Here’s a comprehensive performance optimization strategy addressing all three key areas:
1. Database Indexing Strategy for Test Case Queries
Create composite indexes targeting your most common query patterns:
CREATE INDEX idx_testcase_status_date
ON WORKITEM(C_STATUS, C_CREATED)
WHERE C_TYPE = 'testcase';
CREATE INDEX idx_testcase_run_link
ON WORKITEM_LINKS(C_SOURCE_ID, C_LINK_ROLE)
WHERE C_LINK_ROLE = 'executes';
These indexes target the two slowest query patterns: filtering test cases by status/date and loading test run relationships. The WHERE clauses create partial indexes that are smaller and faster than full-table indexes.
Additionally, update database statistics weekly during off-hours:
ANALYZE TABLE WORKITEM;
ANALYZE TABLE WORKITEM_LINKS;
Stale statistics cause the query optimizer to choose inefficient execution plans, especially as data volume grows.
2. Test Case Archiving and Baseline Management
Implement a three-tier archiving strategy:
Tier 1 - Active Test Cases (Current + 1 year):
- Keep in main project for daily test execution
- Target: <25,000 test cases for optimal performance
Tier 2 - Recent Archive (1-3 years):
- Move to dedicated Archive project with read-only access
- Test cases remain searchable but excluded from execution dashboards
- Maintain traceability links to requirements
Tier 3 - Long-term Archive (3+ years):
- Export to baseline snapshots for compliance/audit purposes
- Remove from active Polarion instance
- Store as signed PDF reports with full traceability
Archiving workflow:
// Pseudocode - Automated archiving:
1. Query test cases with lastModified > 365 days AND status=obsolete
2. Create baseline snapshot of test cases + linked requirements
3. Move test cases to Archive project using Polarion API
4. Update traceability links to reference archived location
5. Generate audit report showing archived items
Run this quarterly to keep your active test case count manageable.

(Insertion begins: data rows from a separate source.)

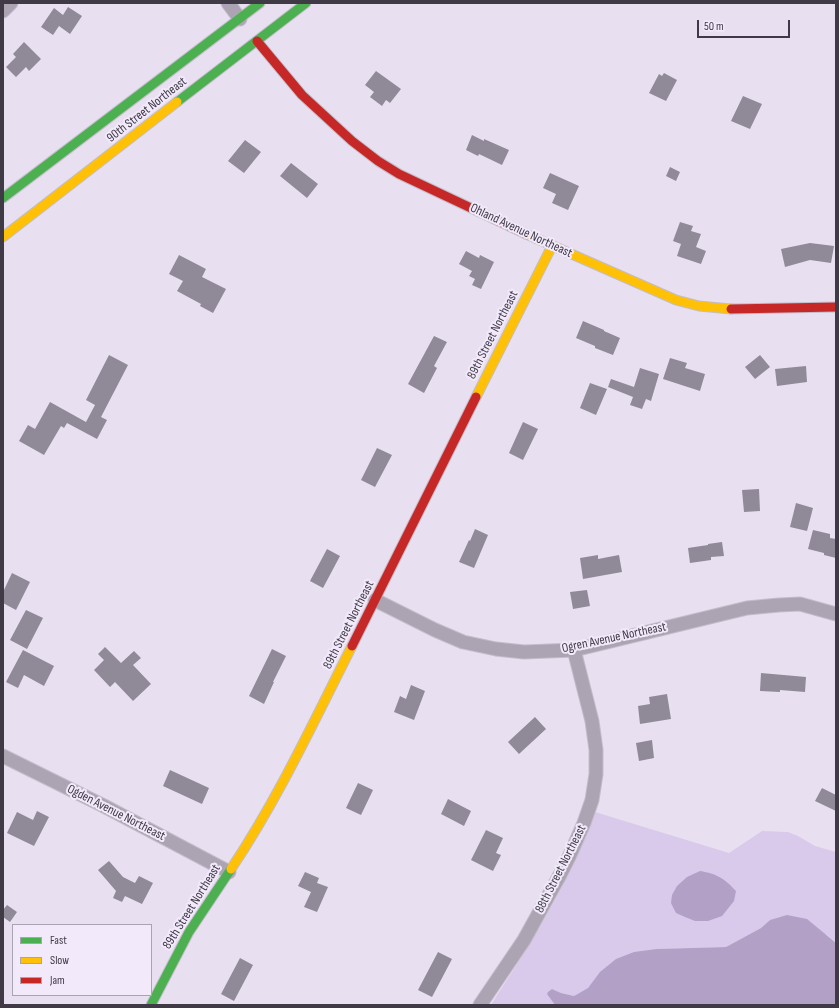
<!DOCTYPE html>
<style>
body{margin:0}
#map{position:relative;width:839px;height:1008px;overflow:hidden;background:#e8e0f1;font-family:"Sofia Sans Condensed",sans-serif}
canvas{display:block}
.frame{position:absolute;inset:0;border:4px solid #3f3a45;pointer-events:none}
.legend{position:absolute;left:12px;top:924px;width:140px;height:72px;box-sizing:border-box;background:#f2eafb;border:1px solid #aaa4b2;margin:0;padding:5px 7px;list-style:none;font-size:12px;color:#3f3a45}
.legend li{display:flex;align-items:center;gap:8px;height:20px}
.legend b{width:20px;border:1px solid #aaa4b2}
.scale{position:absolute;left:697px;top:20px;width:93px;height:18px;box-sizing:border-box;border:2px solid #3f3a45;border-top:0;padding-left:5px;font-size:12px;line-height:14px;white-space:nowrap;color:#3f3a45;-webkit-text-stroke:3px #f2eafb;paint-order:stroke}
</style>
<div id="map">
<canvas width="839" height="1008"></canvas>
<div class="frame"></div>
<ul class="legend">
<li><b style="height:5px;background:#4caf50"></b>Fast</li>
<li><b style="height:5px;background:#ffc107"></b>Slow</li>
<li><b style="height:5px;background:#c62828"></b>Jam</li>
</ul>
<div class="scale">50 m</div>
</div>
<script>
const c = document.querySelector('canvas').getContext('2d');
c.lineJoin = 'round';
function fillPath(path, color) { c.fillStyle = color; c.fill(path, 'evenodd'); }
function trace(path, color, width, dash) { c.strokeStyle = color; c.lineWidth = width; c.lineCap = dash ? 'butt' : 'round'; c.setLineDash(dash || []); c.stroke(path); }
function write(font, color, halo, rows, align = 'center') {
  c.font = font + ' "Sofia Sans Condensed",sans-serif'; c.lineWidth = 4; c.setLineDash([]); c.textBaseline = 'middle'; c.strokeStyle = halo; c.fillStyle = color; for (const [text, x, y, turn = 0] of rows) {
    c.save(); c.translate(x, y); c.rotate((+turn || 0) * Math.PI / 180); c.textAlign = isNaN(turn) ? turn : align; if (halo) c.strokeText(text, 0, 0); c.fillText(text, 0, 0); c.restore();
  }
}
const green = new Path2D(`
 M 595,812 L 729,853 L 762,831 L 788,832 L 798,836 L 815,846 L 836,852 L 836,943 L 827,935 L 770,920 L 761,928 L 726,947 L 657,949 L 594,981 L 588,988 L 574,996 L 561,993 L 552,989 L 550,998 L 555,1005 L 491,1005 C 530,944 571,881 595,812 Z`);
const water = new Path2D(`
 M 700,871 C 717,874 724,878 736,891 L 734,901 L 722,916 L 708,921 L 695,921 L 685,917 L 676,913 L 671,903 L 672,895 L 677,886 L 687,877 Z
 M 787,915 L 807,919 L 836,943 L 836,1005 L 555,1005 L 547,994 L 548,992 L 552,989 L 561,993 L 574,996 L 588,988 L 600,972 L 616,959 L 634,952 L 657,949 L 726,947 L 761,928 L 770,920 Z`);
const building = new Path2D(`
 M 68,7 L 82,16 L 70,34 L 59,26 L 53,35 L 41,27 L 54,8 L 63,15 Z
 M 24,42 L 41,59 L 29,71 L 26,67 L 16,77 L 6,67 L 16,57 L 13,54 Z
 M 376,71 L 401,89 L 390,103 L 386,100 L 382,106 L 370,97 L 374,92 L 365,85 Z
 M 664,73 L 677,80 L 666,101 L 649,93 L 659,74 L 662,76 Z
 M 743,96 L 762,104 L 750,129 L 731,121 Z
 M 472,135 L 484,141 L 484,139 L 509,150 L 502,165 L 479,154 L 478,156 L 466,150 Z
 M 245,140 L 261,152 L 244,173 L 228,161 Z
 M 291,163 L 318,184 L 307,198 L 280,176 Z
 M 670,167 L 680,172 L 676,181 L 666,176 Z
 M 550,173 L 579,186 L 568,210 L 552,203 L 556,194 L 543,188 Z
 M 680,222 L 693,226 L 691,231 L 701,234 L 696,247 L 706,251 L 701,264 L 677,256 L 681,244 L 673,241 Z
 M 810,243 L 834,246 L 831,263 L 810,260 L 785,267 L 781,249 Z
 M 466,251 L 479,258 L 480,255 L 494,262 L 481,289 L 472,285 L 475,279 L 469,276 L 472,271 L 459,264 Z
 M 179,255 L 206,269 L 202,277 L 226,289 L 213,313 L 200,306 L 201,304 L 177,291 L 183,281 L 169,274 Z
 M 583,321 L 604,330 L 604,331 L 620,338 L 613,355 L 595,348 L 595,346 L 576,338 Z
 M 434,336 L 447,342 L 434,366 L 437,368 L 424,393 L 408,384 Z
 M 109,355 L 128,365 L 101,417 L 107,420 L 97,439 L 67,423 L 64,428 L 61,426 L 44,455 L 19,441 L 28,425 L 35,429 L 50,402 L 86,422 L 95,405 L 86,400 Z
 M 760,355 L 770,367 L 755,379 L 745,367 Z
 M 670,358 L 687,363 L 685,368 L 705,374 L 700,391 L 663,379 Z
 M 806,366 L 807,382 L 777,386 L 775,369 Z
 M 640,368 L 659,374 L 651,401 L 646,399 L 642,409 L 630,405 L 633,397 L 608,387 L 611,379 L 634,387 Z
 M 590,383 L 607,389 L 596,415 L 580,408 Z
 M 523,422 L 538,429 L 523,460 L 509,453 Z
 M 377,448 L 392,455 L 375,487 L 361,480 Z
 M 759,489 L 760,511 L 744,512 L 742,490 Z
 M 796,503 L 813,508 L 807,531 L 790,527 Z
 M 475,529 L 488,535 L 474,568 L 459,562 L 469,540 L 470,541 Z
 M 813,530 L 830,534 L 830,538 L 836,539 L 836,558 L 824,555 L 824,553 L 808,549 Z
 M 722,542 L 724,556 L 711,557 L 711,560 L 690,563 L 688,548 L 708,545 L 708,544 Z
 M 327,549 L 340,556 L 323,588 L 310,581 Z
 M 598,555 L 598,559 L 619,555 L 622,572 L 583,579 L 580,558 Z
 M 12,573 L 30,582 L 16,610 L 3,603 L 3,592 Z
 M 587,590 L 590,606 L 573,609 L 570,592 Z
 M 26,610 L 43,618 L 27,649 L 10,640 Z
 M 105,647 L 121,663 L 134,651 L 141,658 L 133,665 L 151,684 L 133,701 L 115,682 L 110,687 L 94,670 L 104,660 L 98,654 Z
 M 272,649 L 286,656 L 273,682 L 274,682 L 264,704 L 249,696 Z
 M 23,650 L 54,666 L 44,686 L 24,675 L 18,688 L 6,682 Z
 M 761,673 L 806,677 L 805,692 L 780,690 L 780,692 L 760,691 Z
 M 411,685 L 425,691 L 414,720 L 394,712 L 400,696 L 406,699 Z
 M 667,694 L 671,719 L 640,724 L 638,706 L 650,704 L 649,697 Z
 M 535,717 L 546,729 L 519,754 L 508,742 Z
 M 652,740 L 654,758 L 639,761 L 636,743 Z
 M 170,770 L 209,788 L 202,804 L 163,786 Z
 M 358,783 L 373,790 L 361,815 L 346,808 Z
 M 822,788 L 836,795 L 836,811 L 815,801 Z
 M 448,799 L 471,811 L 464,826 L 441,814 Z
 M 37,811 L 49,817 L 34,846 L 7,833 L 17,812 L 33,820 Z
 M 486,830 L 503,838 L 496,853 L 501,855 L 493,871 L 471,860 Z
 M 109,861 L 123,877 L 135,883 L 139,876 L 153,883 L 142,904 L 125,896 L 122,902 L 113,898 L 116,891 L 98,870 Z
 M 305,872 L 319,878 L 317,883 L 328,887 L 317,912 L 304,907 L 311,892 L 298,886 Z
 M 7,905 L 17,912 L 10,922 L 3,917 L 3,910 Z
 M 438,952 L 452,959 L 432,997 L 418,990 Z
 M 240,958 L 253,965 L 234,1001 L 221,994 Z`);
const street = new Path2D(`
 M 228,3 L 240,19
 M 3,11 L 11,3
 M 375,600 L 435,630 L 463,642 L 496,649 L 524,652 L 574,650 L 747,608 L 779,605 L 800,604 L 836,614
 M 3,756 L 104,806 L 229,872
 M 480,1005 L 524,940 L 560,875 L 570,855 L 584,823 L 592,800 L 596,774 L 596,750 L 592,721 L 574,650`);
const fast = new Path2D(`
 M 177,102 L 306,3
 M 3,198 L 260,3
 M 151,1005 L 189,932 L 231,869`);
const slow = new Path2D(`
 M 526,234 L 676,300 L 699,306 L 731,309
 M 3,237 L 177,102
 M 476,397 L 552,246
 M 231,869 C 278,799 314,721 352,646`);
const jam = new Path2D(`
 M 257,41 L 302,95 L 352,141 L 378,161 L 399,174 L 526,234
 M 731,309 L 836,307
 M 352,646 L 476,397`);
const streetNames = [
 ["90th Street Northeast",147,110,-38],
 ["Ohland Avenue Northeast",521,231,25],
 ["89th Street Northeast",493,335,-63],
 ["89th Street Northeast",349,625,-63],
 ["Ogren Avenue Northeast",614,638,-12],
 ["Ogden Avenue Northeast",116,813,27],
 ["88th Street Northeast",561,869,-63],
 ["89th Street Northeast",192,907,-58]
];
fillPath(green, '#d9c9ea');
fillPath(water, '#b3a0c7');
fillPath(building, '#908998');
trace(street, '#c3bdca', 15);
trace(fast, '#c3bdca', 11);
trace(slow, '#c3bdca', 11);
trace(jam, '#c3bdca', 11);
trace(street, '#aca4b3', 13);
trace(fast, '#4caf50', 9);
trace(slow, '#ffc107', 9);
trace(jam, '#c62828', 9);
write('13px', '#3f3a45', '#f2eafb', streetNames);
</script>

3. Query Optimization and Pagination Implementation
Optimize Polarion’s test execution queries with these configuration changes:
Disable Expensive Operations:
In polarion.properties:
testManagement.disableExactCounts=true
testManagement.maxResultsPerPage=500
testManagement.enableQueryCache=true
This switches from exact COUNT(*) queries to estimated counts and enables result caching.
Implement Progressive Loading:
Configure test execution views to load data progressively:
- Initial page load: Show test run summary only (no test case list)
- User clicks “View Test Cases”: Load first 500 test cases
- User scrolls/pages: Load additional batches on demand
This reduces initial query complexity from 50k rows to 500 rows.
Custom Field Optimization:
Audit your test case custom fields and remove or restructure expensive ones:
- Move rarely-used fields to a separate “Test Case Details” linked work item
- Use enum fields instead of multi-select fields (simpler queries)
- Denormalize frequently-filtered fields (e.g., copy test run status to test case for faster filtering)
Verification and Monitoring:
After implementing these changes:
- Enable Polarion’s performance logging (set
log4j.logger.com.polarion.platform.persistence=DEBUG)
- Monitor slow queries (>5 seconds) and create indexes for common patterns
- Track dashboard load times weekly - target <10 seconds for test execution dashboard
- Set up alerts for query times exceeding 15 seconds
Expected Results:
- Dashboard load time: 3-5 minutes → 8-12 seconds
- Test case filtering: Timeout → 2-4 seconds
- Test run creation: 45 seconds → 6-8 seconds
Implement in this order: (1) indexing + pagination first for immediate relief, (2) archiving within 2 weeks to reduce data volume, (3) query optimization ongoing as you identify bottlenecks.